● INFORMATION SHOWN:
━━━━━━━━

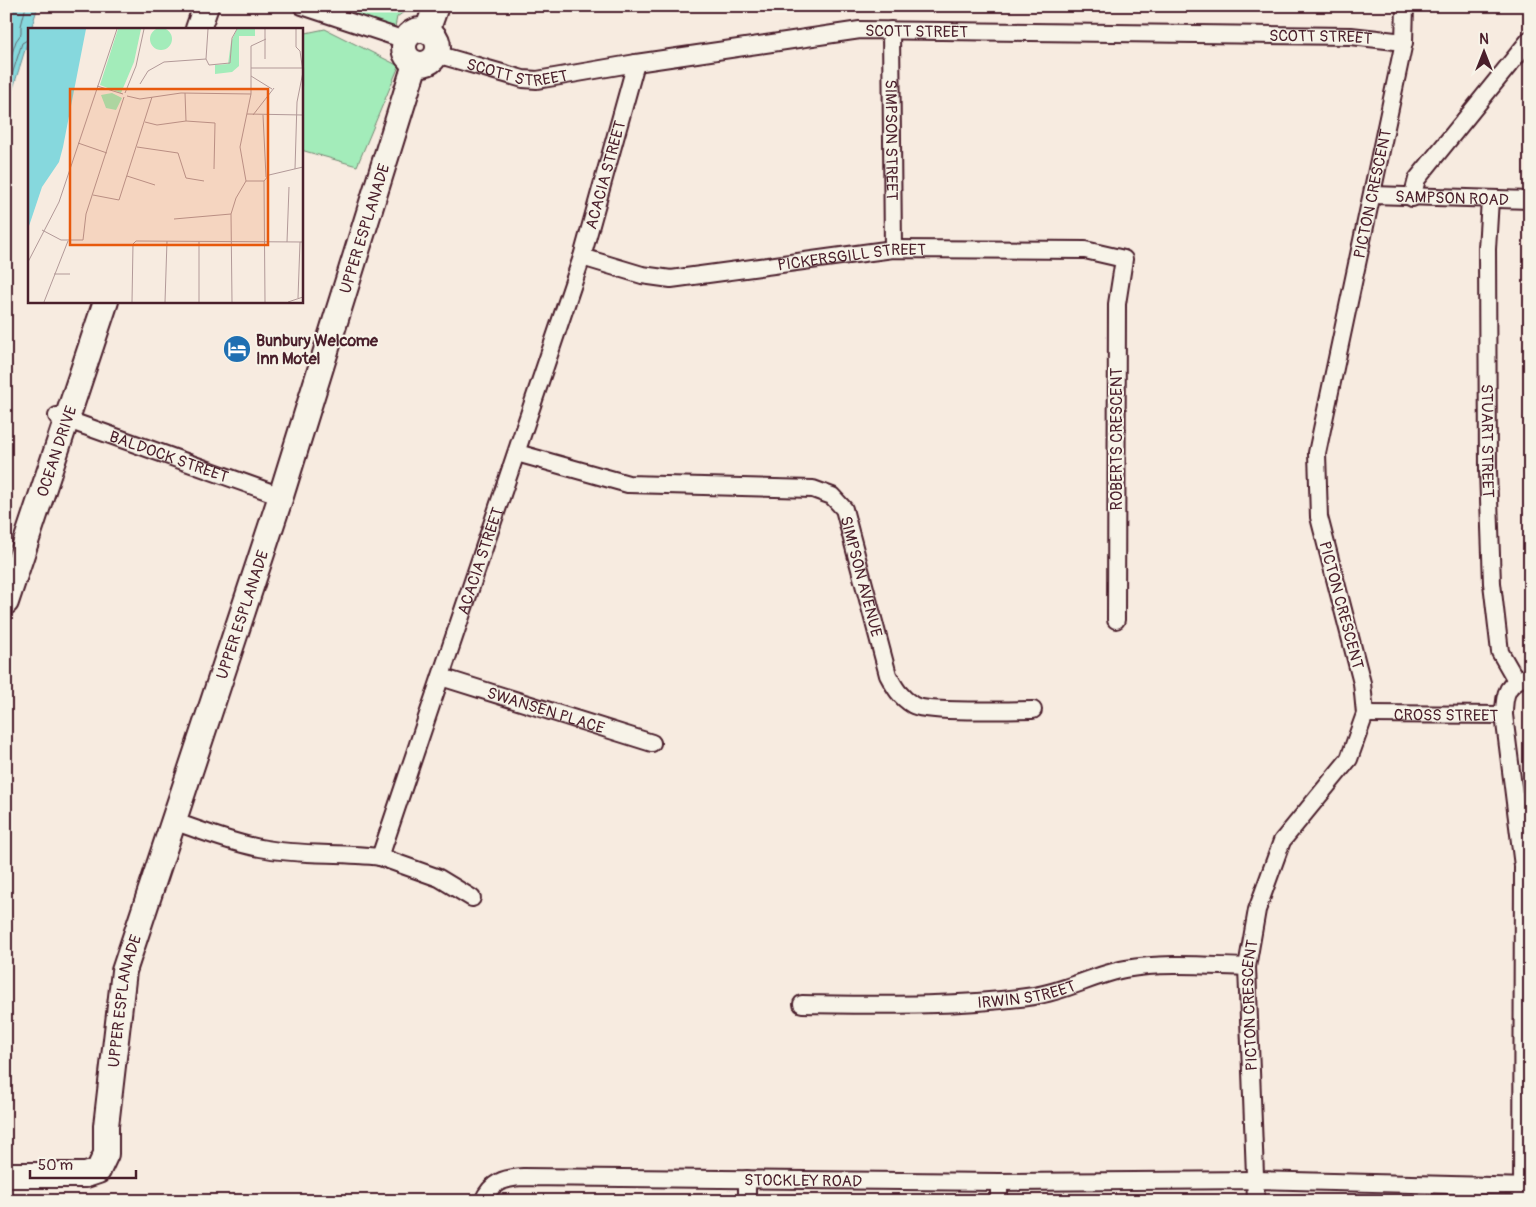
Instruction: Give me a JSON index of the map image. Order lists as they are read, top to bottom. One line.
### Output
{"streets":{"street":["SCOTT STREET","SIMPSON STREET","ACACIA STREET","PICTON CRESCENT","SAMPSON ROAD","UPPER ESPLANADE","PICKERSGILL STREET","ROBERTS CRESCENT","STUART STREET","OCEAN DRIVE","BALDOCK STREET","SIMPSON AVENUE","SWANSEN PLACE","CROSS STREET","IRWIN STREET","STOCKLEY ROAD"]},"crossings":[["SCOTT STREET","SIMPSON STREET"],["SCOTT STREET","ACACIA STREET"],["SCOTT STREET","PICTON CRESCENT"],["SCOTT STREET","UPPER ESPLANADE"],["SIMPSON STREET","PICKERSGILL STREET"],["ACACIA STREET","PICKERSGILL STREET"],["ACACIA STREET","SIMPSON AVENUE"],["ACACIA STREET","SWANSEN PLACE"],["PICTON CRESCENT","SAMPSON ROAD"],["PICTON CRESCENT","CROSS STREET"],["PICTON CRESCENT","IRWIN STREET"],["PICTON CRESCENT","STOCKLEY ROAD"],["SAMPSON ROAD","STUART STREET"],["UPPER ESPLANADE","BALDOCK STREET"],["PICKERSGILL STREET","ROBERTS CRESCENT"],["STUART STREET","CROSS STREET"],["OCEAN DRIVE","BALDOCK STREET"]],"places":{"hotel":["Bunbury Welcome Inn Motel"]},"scale_bar":"50 m","north":"top"}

━━━━━━━━

● ACTION ITEM: Print the material in full and exactly, minus the pictures.

● WRITTEN ANSWER:
Instruction: Give me a JSON index of the map image. Order lists as they are read, top to bottom. One line.
### Output
{"streets":{"street":["SCOTT STREET","SIMPSON STREET","ACACIA STREET","PICTON CRESCENT","SAMPSON ROAD","UPPER ESPLANADE","PICKERSGILL STREET","ROBERTS CRESCENT","STUART STREET","OCEAN DRIVE","BALDOCK STREET","SIMPSON AVENUE","SWANSEN PLACE","CROSS STREET","IRWIN STREET","STOCKLEY ROAD"]},"crossings":[["SCOTT STREET","SIMPSON STREET"],["SCOTT STREET","ACACIA STREET"],["SCOTT STREET","PICTON CRESCENT"],["SCOTT STREET","UPPER ESPLANADE"],["SIMPSON STREET","PICKERSGILL STREET"],["ACACIA STREET","PICKERSGILL STREET"],["ACACIA STREET","SIMPSON AVENUE"],["ACACIA STREET","SWANSEN PLACE"],["PICTON CRESCENT","SAMPSON ROAD"],["PICTON CRESCENT","CROSS STREET"],["PICTON CRESCENT","IRWIN STREET"],["PICTON CRESCENT","STOCKLEY ROAD"],["SAMPSON ROAD","STUART STREET"],["UPPER ESPLANADE","BALDOCK STREET"],["PICKERSGILL STREET","ROBERTS CRESCENT"],["STUART STREET","CROSS STREET"],["OCEAN DRIVE","BALDOCK STREET"]],"places":{"hotel":["Bunbury Welcome Inn Motel"]},"scale_bar":"50 m","north":"top"}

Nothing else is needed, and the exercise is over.